In cooperative negotiation, both parties attempting to resolve a conflict or make a decision involving them can negotiate so that both get what they want. By working together, you can learn to solve the problems of the past (I’m afraid we’ll fight about money like my first wife and I did); the present (I don’t think I’m getting a fair share of the housework) and the future (what will we do if I lose my job?). Instead of being a struggle or something to avoid, solving such problems becomes an opportunity to re-affirm your mutual love and caring, and to strengthen your partnership and teamwork.

Dr. Romance on Getting What You Want:

If you have difficulty in knowing what you want and communicating it, try these steps:

1. Get clear about what you want: You can’t express what you want effectively if you’re not clear what it is, so before approaching your partner, your boss or your child with a request, think about it and make sure you can write it down in one clear sentence.

2. Create a good atmosphere: If asking for what you want is difficult for you, don’t do it without preparation. Make sure you and the person you’re asking both have time, and invite the other person to sit down and talk with you.

3. Simply state what you want: Don’t preface your statement with a lot of disclaimers—they make the other person feel accused of something. Just ask, politely, for what you want.

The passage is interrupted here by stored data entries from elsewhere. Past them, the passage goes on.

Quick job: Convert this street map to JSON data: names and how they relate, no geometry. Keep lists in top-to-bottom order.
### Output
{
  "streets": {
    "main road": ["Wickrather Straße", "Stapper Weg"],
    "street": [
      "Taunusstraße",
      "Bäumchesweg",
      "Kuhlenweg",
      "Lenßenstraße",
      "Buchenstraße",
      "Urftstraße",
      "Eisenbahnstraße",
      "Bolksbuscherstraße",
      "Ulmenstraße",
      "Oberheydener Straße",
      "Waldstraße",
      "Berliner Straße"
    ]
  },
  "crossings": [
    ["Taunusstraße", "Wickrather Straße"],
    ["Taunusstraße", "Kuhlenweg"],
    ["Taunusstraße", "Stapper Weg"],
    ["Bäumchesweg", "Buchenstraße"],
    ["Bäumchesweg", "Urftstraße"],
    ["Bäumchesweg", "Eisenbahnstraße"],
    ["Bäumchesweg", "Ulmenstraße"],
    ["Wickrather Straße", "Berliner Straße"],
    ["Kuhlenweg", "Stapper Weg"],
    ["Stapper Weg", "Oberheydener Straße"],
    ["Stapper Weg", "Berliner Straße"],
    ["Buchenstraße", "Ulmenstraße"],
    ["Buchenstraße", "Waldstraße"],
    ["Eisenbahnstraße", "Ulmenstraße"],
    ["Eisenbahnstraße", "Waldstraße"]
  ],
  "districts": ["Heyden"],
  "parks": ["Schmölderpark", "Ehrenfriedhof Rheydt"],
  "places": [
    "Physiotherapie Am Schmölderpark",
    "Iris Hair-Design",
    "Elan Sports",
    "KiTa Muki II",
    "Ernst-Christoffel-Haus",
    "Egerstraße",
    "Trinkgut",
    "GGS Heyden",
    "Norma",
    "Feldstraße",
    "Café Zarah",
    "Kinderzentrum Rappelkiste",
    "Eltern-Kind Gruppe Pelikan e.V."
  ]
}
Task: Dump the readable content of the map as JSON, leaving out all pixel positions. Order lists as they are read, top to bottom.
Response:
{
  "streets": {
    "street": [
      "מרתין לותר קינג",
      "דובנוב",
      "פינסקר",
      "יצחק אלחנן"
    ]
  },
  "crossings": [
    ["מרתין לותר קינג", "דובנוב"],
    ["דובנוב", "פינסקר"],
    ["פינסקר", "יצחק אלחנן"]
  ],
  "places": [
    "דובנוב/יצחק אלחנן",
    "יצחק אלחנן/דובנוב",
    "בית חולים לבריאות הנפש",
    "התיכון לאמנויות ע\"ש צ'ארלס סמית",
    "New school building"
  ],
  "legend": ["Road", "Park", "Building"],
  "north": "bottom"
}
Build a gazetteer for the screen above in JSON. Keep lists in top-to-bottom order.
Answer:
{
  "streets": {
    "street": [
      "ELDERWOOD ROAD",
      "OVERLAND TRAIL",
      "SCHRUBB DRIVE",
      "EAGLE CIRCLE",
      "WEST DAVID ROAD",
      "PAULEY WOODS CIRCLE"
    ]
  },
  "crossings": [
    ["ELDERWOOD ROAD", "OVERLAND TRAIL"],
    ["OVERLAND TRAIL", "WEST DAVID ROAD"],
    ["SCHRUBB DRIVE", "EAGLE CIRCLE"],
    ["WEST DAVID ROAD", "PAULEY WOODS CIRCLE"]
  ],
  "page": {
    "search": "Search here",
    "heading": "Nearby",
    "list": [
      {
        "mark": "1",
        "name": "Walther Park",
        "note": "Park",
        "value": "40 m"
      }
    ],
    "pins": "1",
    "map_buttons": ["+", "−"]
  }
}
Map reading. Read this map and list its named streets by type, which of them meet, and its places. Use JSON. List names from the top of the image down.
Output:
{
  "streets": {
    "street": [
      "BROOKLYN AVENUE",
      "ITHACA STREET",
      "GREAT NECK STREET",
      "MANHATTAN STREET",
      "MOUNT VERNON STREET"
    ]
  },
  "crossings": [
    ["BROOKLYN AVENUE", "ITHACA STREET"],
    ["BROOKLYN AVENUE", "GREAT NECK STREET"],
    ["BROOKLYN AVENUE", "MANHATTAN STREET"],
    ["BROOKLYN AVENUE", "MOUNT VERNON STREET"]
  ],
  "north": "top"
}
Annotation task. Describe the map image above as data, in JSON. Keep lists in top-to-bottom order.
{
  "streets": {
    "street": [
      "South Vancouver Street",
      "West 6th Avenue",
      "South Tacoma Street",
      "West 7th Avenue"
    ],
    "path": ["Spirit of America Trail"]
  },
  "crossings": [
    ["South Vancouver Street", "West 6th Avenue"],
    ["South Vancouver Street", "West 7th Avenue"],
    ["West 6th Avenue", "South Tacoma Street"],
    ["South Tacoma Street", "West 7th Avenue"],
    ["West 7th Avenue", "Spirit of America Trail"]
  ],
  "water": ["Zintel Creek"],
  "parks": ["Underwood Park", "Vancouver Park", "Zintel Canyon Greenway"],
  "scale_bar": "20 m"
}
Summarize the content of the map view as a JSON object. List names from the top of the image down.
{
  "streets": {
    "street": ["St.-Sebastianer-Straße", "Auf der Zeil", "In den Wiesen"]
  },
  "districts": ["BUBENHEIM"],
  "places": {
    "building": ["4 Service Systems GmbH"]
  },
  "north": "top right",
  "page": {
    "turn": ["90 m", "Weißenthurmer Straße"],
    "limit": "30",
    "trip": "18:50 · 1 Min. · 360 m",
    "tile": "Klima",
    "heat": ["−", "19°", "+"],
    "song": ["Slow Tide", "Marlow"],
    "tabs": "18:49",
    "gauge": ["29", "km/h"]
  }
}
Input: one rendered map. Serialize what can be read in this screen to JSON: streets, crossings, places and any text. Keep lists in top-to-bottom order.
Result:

4. Be prepared to accept a “no.”: Remember, if you can’t accept a no answer, then you’re making a demand, not a request, so have a backup solution. Find a way to get what you want for yourself, even if the other person isn’t cooperating. For example, if you don’t get that raise you deserve, maybe it’s time to begin a job search.

5. Listen politely to the other person’s answer: Whether the other person says yes, no, or something in between—listen carefully to what he or she says. Don’t get all caught up in a lot of worry and noise inside your head—pay attention. You need to know what the answer is.

If you follow these steps, you’ll find you’re successful a good percentage of the time, and when you aren’t you have a backup plan—so you really can’t lose.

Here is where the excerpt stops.